Dziewczyna nieoczekiwanie podniosła głowę i popatrzyła na mnie nieprzytomnie. Chwilę zajęło jej uświadomienie sobie, gdzie i z kim się znajduje, po czym wybałuszyła oczy, pisnęła i zeskoczyła z łóżka w ułamku sekundy, boleśnie wbijając mi kolano w żebro. Ja jęknąłem, a ona krzyknęła, zrywając ze mnie narzutę i owijając się nią szczelnie. Jej mina była naprawdę bezcenna, gdy odkryła, że leżałem teraz kompletnie nagi.

– O mój Boże... – wyjąkała, odskakując kilka kroków do tyłu, dopóki nie wpadła na fotel. – Pan Augustine... Najmocniej przepraszam, ja...

Była taka zabawna, urocza i irytująca jednocześnie. Zadziwiające.

– Nie masz za co przepraszać. Jak masz na imię?

– Amelia.

– I ile masz lat? – Starałem się ukryć niepokój w głosie.

– Dziewiętnaście.

Odetchnąłem z ulgą. Przynajmniej nie zrobiłem niczego nielegalnego.

– Posłuchaj – z ulgą się podniosłem, przeciągnąłem i odszukałem wzrokiem własną bieliznę – nie musisz się mnie krępować. Tam jest łazienka, skorzystaj z niej. – Wskazałem jej drzwi za jednym z foteli. – Wiesz... Ja muszę zapalić, wyjdę na balkon, dobrze? I nie denerwuj się, nic się takiego nie stało.

Wciągnąłem na siebie pomięte spodnie i zapiąłem pośpiesznie zaplamioną winem koszulę. Nie miałem zbytnio głowy do ubrań, musiałem dokończyć czytać list i w końcu zapalić.

Amelia pokiwała głową, uchylając nieco usta; chyba docierało do niej, co się wczoraj stało. Chciało mi się śmiać, bo ostatniego wieczora wcale nie wyglądała na taką zagubioną i nieśmiałą.
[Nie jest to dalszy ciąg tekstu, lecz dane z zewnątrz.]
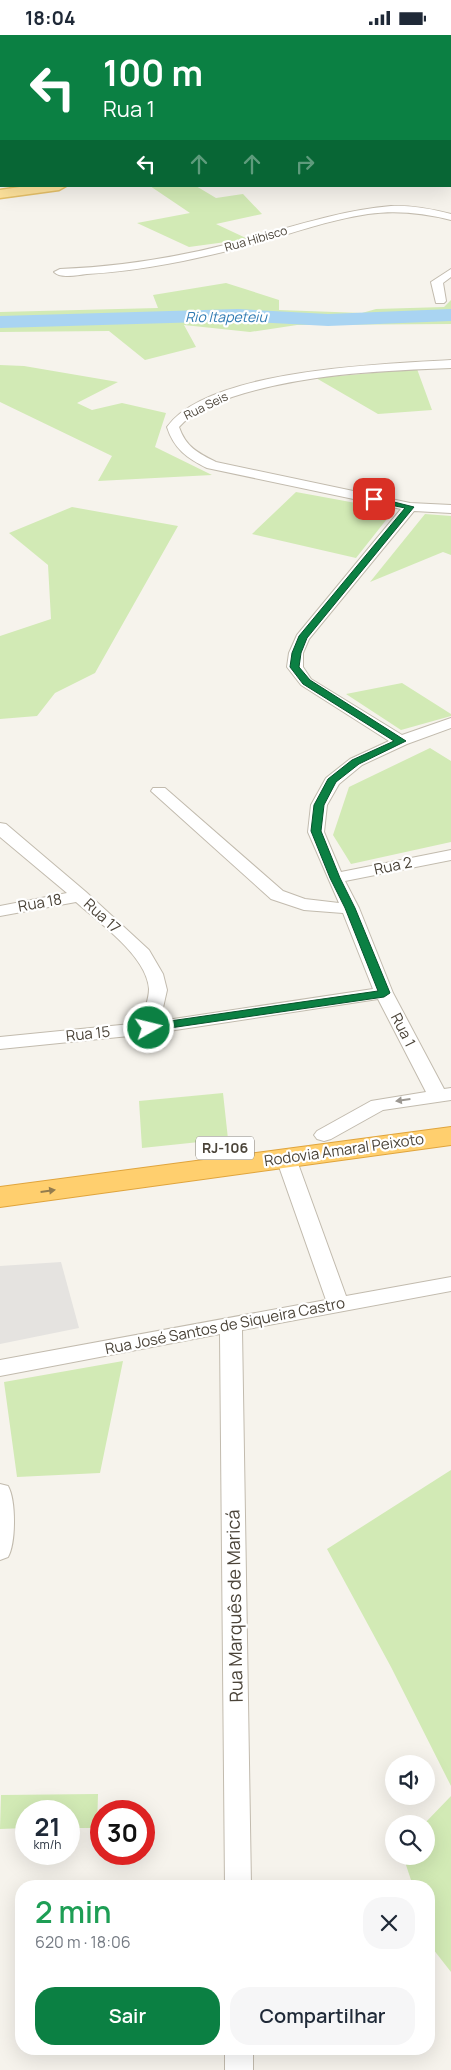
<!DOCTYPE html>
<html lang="pt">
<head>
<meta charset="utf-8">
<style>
  :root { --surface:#fff; --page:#f6f6f7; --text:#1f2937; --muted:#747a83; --accent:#0b8043 }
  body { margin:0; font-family:Manrope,sans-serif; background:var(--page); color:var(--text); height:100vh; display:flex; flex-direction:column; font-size:19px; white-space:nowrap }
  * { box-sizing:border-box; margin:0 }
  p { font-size:16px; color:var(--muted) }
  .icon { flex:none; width:28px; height:28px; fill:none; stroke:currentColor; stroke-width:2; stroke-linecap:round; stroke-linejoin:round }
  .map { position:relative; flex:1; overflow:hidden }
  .drawer { position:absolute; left:15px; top:1845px; width:420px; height:175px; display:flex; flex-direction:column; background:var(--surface); border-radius:20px; box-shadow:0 5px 20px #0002 }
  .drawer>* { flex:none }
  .top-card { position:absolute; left:0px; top:0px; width:451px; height:152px; box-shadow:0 5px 20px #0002; background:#0b8043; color:#fff; overflow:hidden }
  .controls { position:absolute; left:385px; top:1720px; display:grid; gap:10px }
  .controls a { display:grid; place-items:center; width:50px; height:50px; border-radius:50%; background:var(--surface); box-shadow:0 5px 20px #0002; font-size:25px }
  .speed { position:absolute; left:15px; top:1765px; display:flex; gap:10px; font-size:25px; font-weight:700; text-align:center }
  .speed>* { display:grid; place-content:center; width:65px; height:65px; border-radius:50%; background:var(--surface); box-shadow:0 5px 20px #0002; line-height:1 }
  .speed small { font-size:12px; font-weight:400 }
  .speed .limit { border:8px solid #d22; background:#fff; color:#111 }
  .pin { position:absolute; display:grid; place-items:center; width:42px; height:42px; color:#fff; margin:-21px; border-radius:10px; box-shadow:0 2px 8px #0006 }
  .me { position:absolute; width:55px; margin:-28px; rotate:82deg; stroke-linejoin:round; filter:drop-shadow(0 0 4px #0008) }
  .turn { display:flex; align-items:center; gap:18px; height:105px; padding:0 20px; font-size:22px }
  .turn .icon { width:65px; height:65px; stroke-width:2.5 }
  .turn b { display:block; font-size:35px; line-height:42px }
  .lanes { display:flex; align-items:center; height:48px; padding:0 20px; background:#0003; justify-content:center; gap:25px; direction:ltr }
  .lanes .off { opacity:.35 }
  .round { display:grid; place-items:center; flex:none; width:52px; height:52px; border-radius:20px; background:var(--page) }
  .head { display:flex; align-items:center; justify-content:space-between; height:85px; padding:0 20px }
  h1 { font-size:30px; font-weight:600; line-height:38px; color:#1e9e55 }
  .primary-button { display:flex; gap:10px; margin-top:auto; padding:10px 20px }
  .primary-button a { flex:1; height:58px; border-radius:20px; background:var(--accent); color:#fff; font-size:20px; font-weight:600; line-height:58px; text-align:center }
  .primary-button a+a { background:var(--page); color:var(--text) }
  .status { display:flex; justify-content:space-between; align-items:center; height:35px; padding:0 25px; background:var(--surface); direction:ltr }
  .status svg { height:14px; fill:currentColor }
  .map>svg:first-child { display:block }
</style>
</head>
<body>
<div class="status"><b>18:04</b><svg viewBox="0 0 49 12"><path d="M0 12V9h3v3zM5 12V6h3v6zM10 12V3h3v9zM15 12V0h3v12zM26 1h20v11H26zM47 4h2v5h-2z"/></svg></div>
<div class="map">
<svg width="451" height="2035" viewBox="0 0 451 2035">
  <rect width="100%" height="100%" fill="#f6f3ec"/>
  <path fill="#d2eab5" d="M68,0H331L340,1H64Z
    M150,151H196L216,163L243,159L262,179L216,189L248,204L189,212L137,188L190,178Z
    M226,248L279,265V275L362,278L376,274L444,272L451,265V289L297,290L250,297L184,290L196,312L145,325L109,296L0,297V277L158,273L153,260Z
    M0,330L24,331L118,347L77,368L92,375L122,368L166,378L155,412L212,440L98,446L112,421L0,367Z
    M417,334L432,375L378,379L316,343Z
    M296,457L394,475L356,523L252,499Z
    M72,472L178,491L95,638L55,658L37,681L0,684V601L51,584L48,530L9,498Z
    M425,479L451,481V520L443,517L370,547Z
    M402,648L451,679V681L401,695L346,659Z
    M430,713L451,726V807L351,829L333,800L349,752Z
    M223,1058L228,1104L142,1113L139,1066Z
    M123,1326L100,1438L17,1442L4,1347Z
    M451,1435V1751L391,1632L327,1514Z
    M98,1759L97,1793H69V1776H26V1793L0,1794L1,1760Z
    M451,1761V1937L433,1914L429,1900V1851H413L403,1821H426V1789H424Z"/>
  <path fill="#e5e3e0" d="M61,1227L79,1293L0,1309V1231Z"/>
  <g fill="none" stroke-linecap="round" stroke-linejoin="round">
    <path fill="#a9d4f2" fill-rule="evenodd" d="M238,274L328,279L451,274V286L328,291L238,286L0,293V281Z"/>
    <g stroke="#c2bbae" stroke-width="2">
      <path id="minor" d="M450,71H451V77H450Z
        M391,171C412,170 431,174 451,179V185C423,178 397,175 368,179C328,185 290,199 251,210C197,224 143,236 87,239C78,240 61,244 54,237L60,234C117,232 173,223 229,209C283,195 335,176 391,171Z
        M451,234V242L443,248L446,266L444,268H436L431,247Z
        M451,325V333C377,336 303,339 232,362C213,369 192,377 179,392C186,412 198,418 216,427L410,468L451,470V478L414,476L309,604L303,618V632L311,644L402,700L451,683V693L407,709L362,730L339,749L327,770L324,797L341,837L451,815V825L345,846L359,873L393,958L444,1054L451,1053V1065L383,1075L331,1104L324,1106L317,1104L314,1100L317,1096L371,1066L426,1057L378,964L149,999L0,1014V1002L141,988C143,978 149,965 149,954C147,921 99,888 76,867L0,881V871L67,858L0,802V788L6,789L86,857L149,915L163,939L167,955L160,986L373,954L343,878L304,875L271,864L151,756L153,753H165L283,856L305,864L339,868L308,797L311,770L326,743L350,724L389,706L301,650L287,632L289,618L297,600L401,474L207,433C187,423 174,414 167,392C208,334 384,329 451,325Z
        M286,1117L293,1119L296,1123L346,1261L451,1242V1256L242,1295L251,1851H225L220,1299L0,1341V1325L326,1265L276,1123L279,1119Z
        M0,1449L8,1451C16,1465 16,1508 8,1522L0,1525Z
        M225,2014H253V2035H225Z"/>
    </g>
    <g stroke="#e6c16a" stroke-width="3">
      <path id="major" d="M450,83H451V91H450Z
        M26,151H66L59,155L0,163V155Z"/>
    </g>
    <g stroke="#e0a43c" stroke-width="2">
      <path id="highway" d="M451,1092V1110L0,1172V1152Z"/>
    </g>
    <use href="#minor" fill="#fff" fill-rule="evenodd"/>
    <use href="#major" fill="#ffe39c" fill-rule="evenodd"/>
    <use href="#highway" fill="#ffcf6e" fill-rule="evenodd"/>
  </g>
  <defs><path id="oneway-solid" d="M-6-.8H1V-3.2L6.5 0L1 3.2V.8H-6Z" transform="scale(1.25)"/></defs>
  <use fill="#9c9892" href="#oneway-solid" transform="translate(403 1065) rotate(172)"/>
  <use fill="#937c4e" href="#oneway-solid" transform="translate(48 1156) rotate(-8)"/>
  <path fill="#0b8043" stroke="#07532c" d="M374,462L414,472L307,603L301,618L299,632L310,645L406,706L359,729L336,747L324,770L321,796L340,843L355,873L390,958L384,962L149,996L145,995L143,993L145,990L149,989L378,956L345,873L330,843L311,796L314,770L328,744L352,725L394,706L303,649L290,632L292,618L299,601L405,473L371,466L370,464Z"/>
  <g text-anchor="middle" stroke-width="4.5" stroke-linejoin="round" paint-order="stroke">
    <g font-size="12" fill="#4b4439" stroke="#fff">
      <text transform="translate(256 204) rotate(-16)" y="4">Rua Hibisco</text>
      <text transform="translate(206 371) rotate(-26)" y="4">Rua Seis</text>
    </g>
    <g font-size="14" font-style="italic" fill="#2e7ab2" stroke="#fff">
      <text x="226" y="287">Rio Itapeteiu</text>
    </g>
    <rect fill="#fff" stroke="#817c74" stroke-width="1" x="196" y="1101.5" width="58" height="23" rx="4"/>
    <g font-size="14" font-weight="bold" fill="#4b4439">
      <text x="225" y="1118">RJ-106</text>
    </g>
    <g font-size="15" fill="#4b4439" stroke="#fff">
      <text transform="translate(393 831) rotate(-12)" y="5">Rua 2</text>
      <text transform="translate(40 868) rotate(-10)" y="5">Rua 18</text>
      <text transform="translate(102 881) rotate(42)" y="5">Rua 17</text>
      <text transform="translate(403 995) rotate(63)" y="5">Rua 1</text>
      <text transform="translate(88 999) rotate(-6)" y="5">Rua 15</text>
      <text transform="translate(344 1115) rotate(-8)" y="5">Rodovia Amaral Peixoto</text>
      <text transform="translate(225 1291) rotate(-11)" y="5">Rua José Santos de Siqueira Castro</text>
    </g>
    <g font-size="18" fill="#4b4439" stroke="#fff">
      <text transform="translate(235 1571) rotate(-91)" y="6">Rua Marquês de Maricá</text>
    </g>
  </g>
</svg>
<div class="controls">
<a><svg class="icon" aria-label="sound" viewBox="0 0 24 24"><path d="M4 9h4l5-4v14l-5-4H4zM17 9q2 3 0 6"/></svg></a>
<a><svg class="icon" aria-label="search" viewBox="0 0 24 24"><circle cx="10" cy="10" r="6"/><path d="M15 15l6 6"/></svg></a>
</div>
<div class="speed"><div>21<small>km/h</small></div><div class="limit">30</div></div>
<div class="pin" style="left:374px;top:464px;background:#d93025"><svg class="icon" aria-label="arrive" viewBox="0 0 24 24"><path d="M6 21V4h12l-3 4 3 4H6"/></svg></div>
<svg class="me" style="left:149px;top:993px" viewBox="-20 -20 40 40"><circle r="17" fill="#0b8043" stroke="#fff" stroke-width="3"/><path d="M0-11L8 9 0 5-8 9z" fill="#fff"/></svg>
<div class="top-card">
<div class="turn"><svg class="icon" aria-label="left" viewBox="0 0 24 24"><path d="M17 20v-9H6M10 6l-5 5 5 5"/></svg><div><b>100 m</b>Rua 1</div></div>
<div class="lanes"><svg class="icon" aria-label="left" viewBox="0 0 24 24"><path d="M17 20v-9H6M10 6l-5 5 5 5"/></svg><svg class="icon off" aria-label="ahead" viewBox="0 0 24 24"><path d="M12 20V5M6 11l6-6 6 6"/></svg><svg class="icon off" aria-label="ahead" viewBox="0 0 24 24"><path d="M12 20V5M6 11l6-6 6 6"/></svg><svg class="icon off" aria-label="right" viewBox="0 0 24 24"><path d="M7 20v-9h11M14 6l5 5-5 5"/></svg></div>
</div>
<section class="drawer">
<div class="head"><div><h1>2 min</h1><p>620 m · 18:06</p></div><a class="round"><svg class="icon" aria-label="close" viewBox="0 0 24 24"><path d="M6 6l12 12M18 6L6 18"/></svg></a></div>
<div class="primary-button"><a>Sair</a><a>Compartilhar</a></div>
</section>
</div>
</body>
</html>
Oj, na pewno nie była nieśmiała.

Kiedy ona wreszcie zniknęła mi z oczu, zamykając się w łazience, ja sięgnąłem po paczkę papierosów, wyszedłem na balkon i szybko odpaliłem jednego, mocno zaciągając się dymem. Miałem w nosie widok skąpanego w porannym słońcu centrum Waszyngtonu, bo właśnie w dłoni trzymałem list, który napawał mnie coraz większym strachem.

Posłuchaj (Przeczytaj, jak wolisz, Augustine). Ja wiem, że to zabrzmi śmiesznie, może wyjdę na wariata, pal licho. Ten dzieciak Willow, Manny, ma dokładnie dziesięć lat. Stary, rozumiesz? DZIESIĘĆ LAT.

Policzyłem to kilka razy, jak Boga kocham. Wszystko by się zgadzało.

Blythe, ja nie wiem, jak to napisać, więc może po prostu zrobię to wprost.

Wydaje mi się, że Manny jest Twoim synem.

Ja wiem, jak to wygląda, ale jestem niemal pewien, że to Twoje dziecko. Zgadza się wiek, zgadza się to, że ma takie czarne włosy jak Ty, szare oczy jak Ty i, do cholery, gra na pianinie. To chodząca kopia Ciebie.

Zresztą dobrze wiesz, że nie zawracałbym Ci głowy, gdybym nie był pewien. Myślę o tym od kilku tygodni i nie daje mi to spokoju. Moim zdaniem powinieneś sprawdzić, może porozmawiać z Willow, bo to wydaje się zbyt podejrzane... Tym bardziej że słyszałem, że za kilka tygodni masz występ w Seattle, a potem trochę przerwy, więc może akurat przyjechałbyś do Blaine?

Zapewniam nocleg i świetne żarcie, przecież wiesz.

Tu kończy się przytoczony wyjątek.